10. Table Previews and Table Explorer#
The most recent release, v0.10.0, added two complementary tools for
embedding data directly in documentation pages. If your package works
with tabular data (and many Python packages do), showing what a dataset
looks like is one of the most common documentation tasks, and also one
of the hardest to do well with static publishing.
tbl_preview() generates a self-contained, JavaScript-free HTML table
from almost any data source:
from great_docs import tbl_preview
tbl_preview("data/example.parquet")It accepts Polars DataFrames, Pandas DataFrames, PyArrow Tables, CSV files, Parquet files, and plain Python dictionaries. Each preview includes a colored type badge identifying the source format, compact dtype labels beneath every column header, row-number gutters, automatic head/tail splitting for large tables (showing the first and last rows with an ellipsis in between), and missing-value highlighting. The output works identically in light and dark modes and requires no JavaScript at all.
tbl_explorer() is the interactive counterpart. It embeds all data as
inline JSON and progressively enhances a static fallback table with
sorting, token-based filtering, pagination, column toggling,
copy-to-clipboard, and CSV download. A Quarto shortcode variant lets you
embed an explorer directly in a .qmd page by pointing at a data file,
without writing any Python.
The distinction between the two is deliberate. tbl_preview() is for
showing what data looks like: schema, types, a representative sample.
tbl_explorer() is for letting readers interact with data: sort columns
to find extremes, filter rows by values, hide irrelevant columns, and
export subsets. Together they cover the full spectrum of data
documentation needs, from a quick “here is the structure of this
DataFrame” to a fully explorable reference dataset. The User Guide has
dedicated pages for
Table
Previews
and
Table
Explorer
;
the latter is worth visiting just to try the interactive tables yourself
and see how sorting, filtering, and column toggling feel in practice.
What Ten Releases Add Up To#
Looking back across ten releases, what is striking is not any single feature but the range of concerns the tool now addresses. Documentation generation is the starting point, but the problems that come after generation (discoverability, quality, accessibility, internationalization, versioning, interactivity) are where most of the ongoing work has gone. A documentation site is not just a rendering of your docstrings; it is a product that needs search engine optimization, proofreading, linting, keyboard accessibility, responsive design, and support for readers across languages and connection speeds.

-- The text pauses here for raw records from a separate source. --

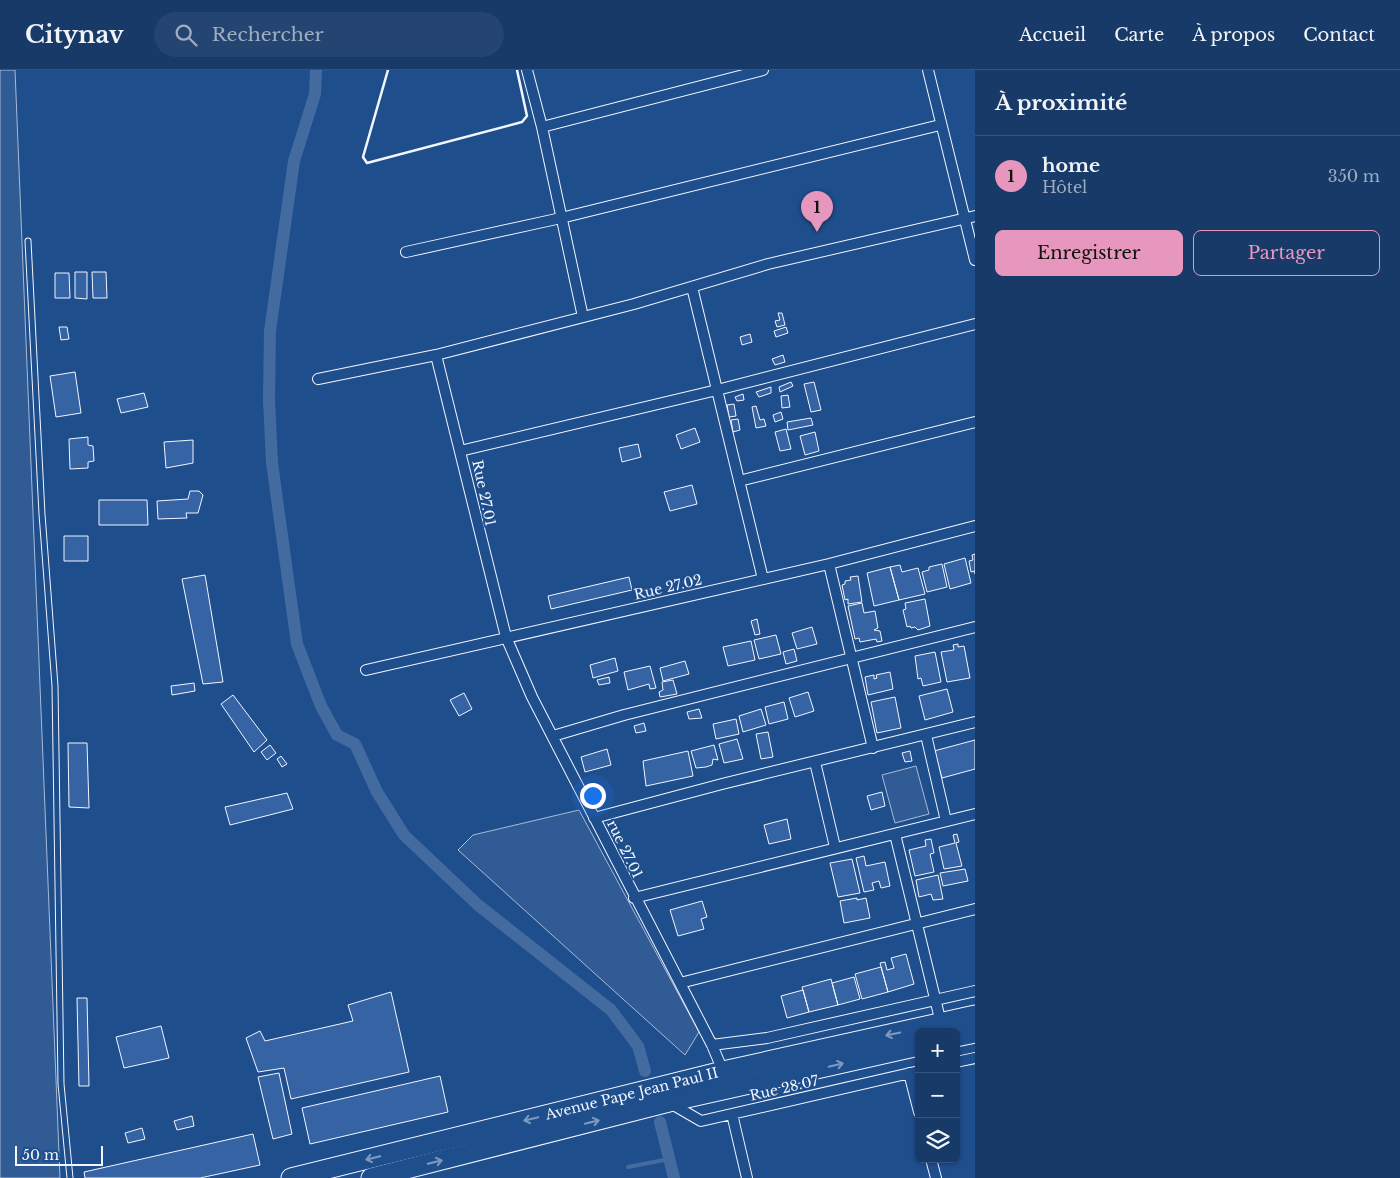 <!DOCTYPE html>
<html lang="fr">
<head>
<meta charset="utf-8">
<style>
  body { margin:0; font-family:"Libre Baskerville",serif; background:#244571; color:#f1f3f6 }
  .controls { position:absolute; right:15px; bottom:15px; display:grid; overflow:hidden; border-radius:8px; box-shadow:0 1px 4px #0004 }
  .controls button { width:45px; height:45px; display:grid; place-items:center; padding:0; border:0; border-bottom:1px solid #36547d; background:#173a69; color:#f1f3f6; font:25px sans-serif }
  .scale { position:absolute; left:15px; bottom:12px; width:88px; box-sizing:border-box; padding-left:5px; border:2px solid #f2f6ff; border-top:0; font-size:14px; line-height:18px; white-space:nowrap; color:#f2f6ff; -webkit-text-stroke:4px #1f4e8c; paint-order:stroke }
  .you { position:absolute; left:592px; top:725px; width:18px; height:18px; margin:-12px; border:4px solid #fff; border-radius:50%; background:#1a73e8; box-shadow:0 0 0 8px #1a73e833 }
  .badge { display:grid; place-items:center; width:32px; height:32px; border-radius:50%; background:#e797bd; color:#111; font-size:16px; font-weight:700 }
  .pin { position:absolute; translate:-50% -41px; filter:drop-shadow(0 1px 2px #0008) }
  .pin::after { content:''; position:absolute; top:26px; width:18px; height:15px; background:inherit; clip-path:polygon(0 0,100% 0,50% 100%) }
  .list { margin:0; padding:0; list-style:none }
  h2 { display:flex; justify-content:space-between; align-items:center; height:65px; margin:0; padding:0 20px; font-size:21px }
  h2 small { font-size:16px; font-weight:400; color:#9eadc0 }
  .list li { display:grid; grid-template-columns:32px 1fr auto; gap:15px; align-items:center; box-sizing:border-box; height:80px; padding:0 20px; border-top:1px solid #36547d }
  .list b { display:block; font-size:19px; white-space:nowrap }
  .list p { margin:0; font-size:16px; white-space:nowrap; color:#9eadc0 }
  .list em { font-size:16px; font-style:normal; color:#9eadc0 }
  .actions { display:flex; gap:10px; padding:15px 20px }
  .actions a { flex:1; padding:11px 0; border:1px solid #e797bd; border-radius:8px; text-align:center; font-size:18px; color:#e797bd }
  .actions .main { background:#e797bd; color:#111 }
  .icon { flex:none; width:28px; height:28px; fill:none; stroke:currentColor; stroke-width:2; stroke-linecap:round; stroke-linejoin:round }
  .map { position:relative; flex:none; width:975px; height:1108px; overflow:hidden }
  header { display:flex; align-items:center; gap:30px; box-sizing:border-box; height:70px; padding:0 25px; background:#173a69; border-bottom:1px solid #36547d }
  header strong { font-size:24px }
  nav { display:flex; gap:28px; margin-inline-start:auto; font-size:18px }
  .search { width:350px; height:45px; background:#244571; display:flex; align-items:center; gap:12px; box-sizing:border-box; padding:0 18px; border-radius:28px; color:#9eadc0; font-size:19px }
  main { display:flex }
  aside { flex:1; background:#173a69 }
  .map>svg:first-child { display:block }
  .built { fill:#305b95; stroke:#a8bbd7 }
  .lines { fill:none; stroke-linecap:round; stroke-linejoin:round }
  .stream { stroke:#446ba0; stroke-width:4 }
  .canal { stroke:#446ba0; stroke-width:12 }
  .building { fill:#3563a3; stroke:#f2f6ff }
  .lane-casing { stroke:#f2f6ff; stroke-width:7 }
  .street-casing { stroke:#f2f6ff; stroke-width:12 }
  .highway-casing { stroke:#f2f6ff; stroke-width:21 }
  .lane { stroke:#1f4e8c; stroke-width:5 }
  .street { stroke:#1f4e8c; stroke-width:10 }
  .highway { stroke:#1f4e8c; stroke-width:19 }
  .wall { stroke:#f2f6ff; stroke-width:2.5 }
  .oneway { stroke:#7e9ac0 }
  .labels { text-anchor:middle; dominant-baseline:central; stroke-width:4; stroke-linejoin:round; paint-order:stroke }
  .street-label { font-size:14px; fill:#f2f6ff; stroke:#1f4e8c }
</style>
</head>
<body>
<header>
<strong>Citynav</strong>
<div class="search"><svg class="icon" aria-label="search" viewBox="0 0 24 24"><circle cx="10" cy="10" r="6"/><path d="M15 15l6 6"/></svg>Rechercher</div>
<nav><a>Accueil</a><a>Carte</a><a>À propos</a><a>Contact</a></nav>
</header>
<main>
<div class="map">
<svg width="975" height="1108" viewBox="0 0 975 1108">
  <rect width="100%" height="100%" fill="#1f4e8c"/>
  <path class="built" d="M0 0H15L60 1108H0Z
    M916 696 929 744 895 753 882 705Z
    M579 740 699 962 685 985 458 780 473 765Z"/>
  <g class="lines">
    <path class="stream" d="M628 1097 669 1089"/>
    <path class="canal" d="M316 0 315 24 294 91 270 261 269 330 272 393 297 574 321 636 337 665 355 674 377 722 404 765 478 835 611 940 638 976 645 1001
      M660 1052 674 1108"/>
  </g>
  <path class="building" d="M75 202H87V229L75 228Z
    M92 202H106L107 228H93Z
    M55 203H69L70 228H55Z
    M778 243H782L785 255 777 257 775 251 780 250Z
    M59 257H67L69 269 61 270Z
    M786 257 788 263 776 267 774 261Z
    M750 264 752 272 742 275 740 267Z
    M783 285 785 292 775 295 772 289Z
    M75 302 81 343 56 347 50 306Z
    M791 312 793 316 780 322 779 317Z
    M814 312 821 340 811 342 804 314Z
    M771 317V323L759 327 756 322Z
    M144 323 148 337 121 343 117 329Z
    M743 324 744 330 737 331 735 327Z
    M788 325 790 337 782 338 781 326Z
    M734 334 736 346 729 347 727 335Z
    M756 336 760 350 764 349 766 356 756 358 752 337Z
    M781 342 783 349 775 352 773 345Z
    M811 348 813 355 788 360 787 352Z
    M738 349 740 360 733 362 731 350Z
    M695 358 700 372 681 379 676 365Z
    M786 359 791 379 780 381 775 362Z
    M815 362 819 381 805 385 800 366Z
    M88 367V375L93 376 94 391 88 392V398L70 399 69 369Z
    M193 370V393L166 398 164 372Z
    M638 374 641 387 622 392 619 378Z
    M692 415 697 434 670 441 664 422Z
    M190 421H199L203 425 198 443H186L187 448 158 449 157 431 188 429Z
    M99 430H147L148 455H99Z
    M64 466H88V491H64Z
    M975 484V504V501L971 502 969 491 973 490 972 485Z
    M965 488 971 513 950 519 944 494Z
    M942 494 947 517 927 522 922 502 929 500V497Z
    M900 495 902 502 918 498 925 524 899 530 890 497Z
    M890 497 899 530 874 536 867 503Z
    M205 505 223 612 203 614 182 509Z
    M858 506 862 532 848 534V529L845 530 842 515 845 514V511L851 510 850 507Z
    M629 507 632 520 551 539 548 526Z
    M925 529 930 556 918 560 915 557 911 558 910 556 907 557 903 540 906 539 905 533Z
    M862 533 864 543 875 541 878 558 874 560 880 561 882 571 877 572 876 569 860 572 859 568 855 569 848 536Z
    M757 549 760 564 755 565 751 551Z
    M812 557 817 574 797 579 792 563Z
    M776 565 781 584 759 589 754 570Z
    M751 571 755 590 728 596 723 577Z
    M958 574V577L964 576 970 608 947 612 941 582 954 580 953 575Z
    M794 579 797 591 786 594 783 582Z
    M935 582 941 612 923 616 921 608 918 609 915 586Z
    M615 588 618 601 593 608 590 595Z
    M685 591 689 604 663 611 660 598Z
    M650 596 656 618 650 619 649 614 628 620 624 602Z
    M890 602 893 619 868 625 865 607 874 605V609L877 608 876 605Z
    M609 607 610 613 599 615 597 610Z
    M673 610 677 624 660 627 659 622 663 620 662 612Z
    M194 613 195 621 172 625 171 616Z
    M947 619 953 642 925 650 919 626Z
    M808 622 814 641 795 647 789 628Z
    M464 623 472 639 459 646 450 630Z
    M233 625 267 670 254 682 221 634Z
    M895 627 901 658 877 663 871 632Z
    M784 632 788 649 769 654 765 637Z
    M699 639 702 648 689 649 687 642Z
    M761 639 766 655 743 662 739 646Z
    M736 649 739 664 716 669 713 654Z
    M644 653 646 661 636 663 634 656Z
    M768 662 773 687 761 689 756 664Z
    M737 669 743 689 724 693 719 674Z
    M975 670V699L942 708 934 681Z
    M68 673H87L89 738 69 737Z
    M270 675 276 683 267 690 261 682Z
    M714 675 718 690 713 689 712 695 706 697 696 698 691 681Z
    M607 679 611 695 585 702 581 687Z
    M688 681 693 706 646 716 643 691Z
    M910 681 912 691 905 692 902 683Z
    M281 686 287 694 282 697 277 689Z
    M882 722 885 736 871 740 867 726Z
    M287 723 293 739 230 755 225 737Z
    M787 749 791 769 769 774 764 755Z
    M957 764 959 772 956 773 962 796 944 799 939 777 955 773 953 765Z
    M931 769 934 783 930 784 934 802 915 806 909 780 926 776 925 770Z
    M864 786 866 796 885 792 890 816 881 818 879 811 872 813 874 820 864 822 856 788Z
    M852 789 860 823 838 827 830 793Z
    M965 799 968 811 943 816 940 803Z
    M938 805 943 829 933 830 931 824 919 827 916 810Z
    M857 828V830L866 828 870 848 844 853 840 831Z
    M702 831 707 847 701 849 704 859 678 866 670 840Z
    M906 884 914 914 888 922 880 893 885 892 887 900 894 898 891 888Z
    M881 897 888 922 862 929 855 904Z
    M854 907 860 929 838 935 832 913Z
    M831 909 838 935 809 942 802 917Z
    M803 920 809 942 787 948 781 926Z
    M391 922 409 1002 291 1029 284 998 258 1002 246 968 260 961 265 971 353 951 348 935Z
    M77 928H87L89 1016H79Z
    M161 956 169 988 124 998 116 967Z
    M279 1003 292 1064 273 1069 258 1007Z
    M440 1006 448 1042 310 1074 302 1038Z
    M192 1046 194 1056 177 1060 174 1051Z
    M142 1058 145 1069 128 1073 125 1063Z
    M253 1064 260 1095 200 1108H85L84 1102Z"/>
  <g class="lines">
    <g class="lane-casing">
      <path id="lane" d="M28 171 42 444 55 616 61 1014 70 1108"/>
    </g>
    <g class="street-casing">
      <path id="street" d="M527 0 542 57 583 247
        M928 0 975 190
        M542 57 763 0
        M406 182 561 148 940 55
        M692 217 763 509
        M436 285 506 567 532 627 712 975 723 1001
        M318 309 436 285 634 234 768 194 975 146
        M460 381 717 320 975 254
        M739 411 975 352
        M829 494 873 678
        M366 600 829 494 975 456
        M926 665 946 751
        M553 666 624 645 975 557
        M815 692 835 777
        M594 748 722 714 975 652
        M895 764 941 953
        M634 828 975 744
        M680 913 975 839
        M712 975 767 968 975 921
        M956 992 975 988
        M909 1003 919 1042
        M670 1033 701 1051 919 1001
        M732 1044 747 1108
        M931 1089 936 1108"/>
    </g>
    <g class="highway-casing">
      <g id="highway">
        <path d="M956 967 975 963"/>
        <path id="s1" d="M291 1108 723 1001 975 945"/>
        <path d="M371 1108 669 1032 919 976"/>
      </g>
    </g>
    <use href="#lane" class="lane"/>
    <use href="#street" class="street"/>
    <use href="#highway" class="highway"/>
    <path class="wall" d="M388 0 363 87 367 93 522 52 527 46 517 0"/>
  </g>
  <defs><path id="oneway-shaft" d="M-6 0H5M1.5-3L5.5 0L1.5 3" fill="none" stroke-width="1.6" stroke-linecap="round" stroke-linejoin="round" transform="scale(1.25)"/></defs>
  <g class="oneway">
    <use href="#oneway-shaft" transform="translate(893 964) rotate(168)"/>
    <use href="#oneway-shaft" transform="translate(836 995) rotate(-13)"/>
    <use href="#oneway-shaft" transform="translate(531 1049) rotate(166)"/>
    <use href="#oneway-shaft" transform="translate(592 1052) rotate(-14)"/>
    <use href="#oneway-shaft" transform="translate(373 1088) rotate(166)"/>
    <use href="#oneway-shaft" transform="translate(435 1092) rotate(-14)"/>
  </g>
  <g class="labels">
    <g class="street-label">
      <text transform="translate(484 423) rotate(78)">Rue 27.01</text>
      <text transform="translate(668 517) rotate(-13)">Rue 27.02</text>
      <text transform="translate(625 779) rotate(64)">rue 27.01</text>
      <text transform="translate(784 1018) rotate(-13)">Rue 28.07</text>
      <text stroke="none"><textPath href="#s1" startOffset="351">Avenue Pape Jean Paul II</textPath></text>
    </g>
  </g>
</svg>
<div class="controls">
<button>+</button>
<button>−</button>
<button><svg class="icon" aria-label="layers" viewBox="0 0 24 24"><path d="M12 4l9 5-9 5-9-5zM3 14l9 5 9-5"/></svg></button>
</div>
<div class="scale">50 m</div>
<div class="you"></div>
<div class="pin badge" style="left:817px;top:162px">1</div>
</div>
<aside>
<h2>À proximité<small></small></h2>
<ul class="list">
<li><span class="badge">1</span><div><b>home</b><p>Hôtel</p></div><em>350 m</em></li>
</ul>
<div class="actions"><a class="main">Enregistrer</a><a>Partager</a></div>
</aside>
</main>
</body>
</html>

The guiding principle remains the same as it was in v0.1: you should
be able to get a good site with minimal effort! But “minimal effort”
scales so, for a new package, that means three commands and zero
configuration. For a mature package with international users, multiple
supported versions, and extensive user guides, it means a
great-docs.yml file that declares your preferences while the tool
handles the mechanics of producing a site that meets the standard you
have set.
Great Docs is available on PyPI so if you maintain a Python package and want to try it:
pip install great-docs
cd your-python-project
great-docs init
great-docs build
great-docs previewThe documentation site covers everything discussed here and much more. If there is a feature you wish your documentation site had (something that would save you time, help your readers, or make maintenance less painful), we would genuinely like to hear about it. The best ideas for the next ten releases will come from people who use the tool daily and notice what is missing. Open an issue on GitHub with your idea, however rough, and we will take it seriously!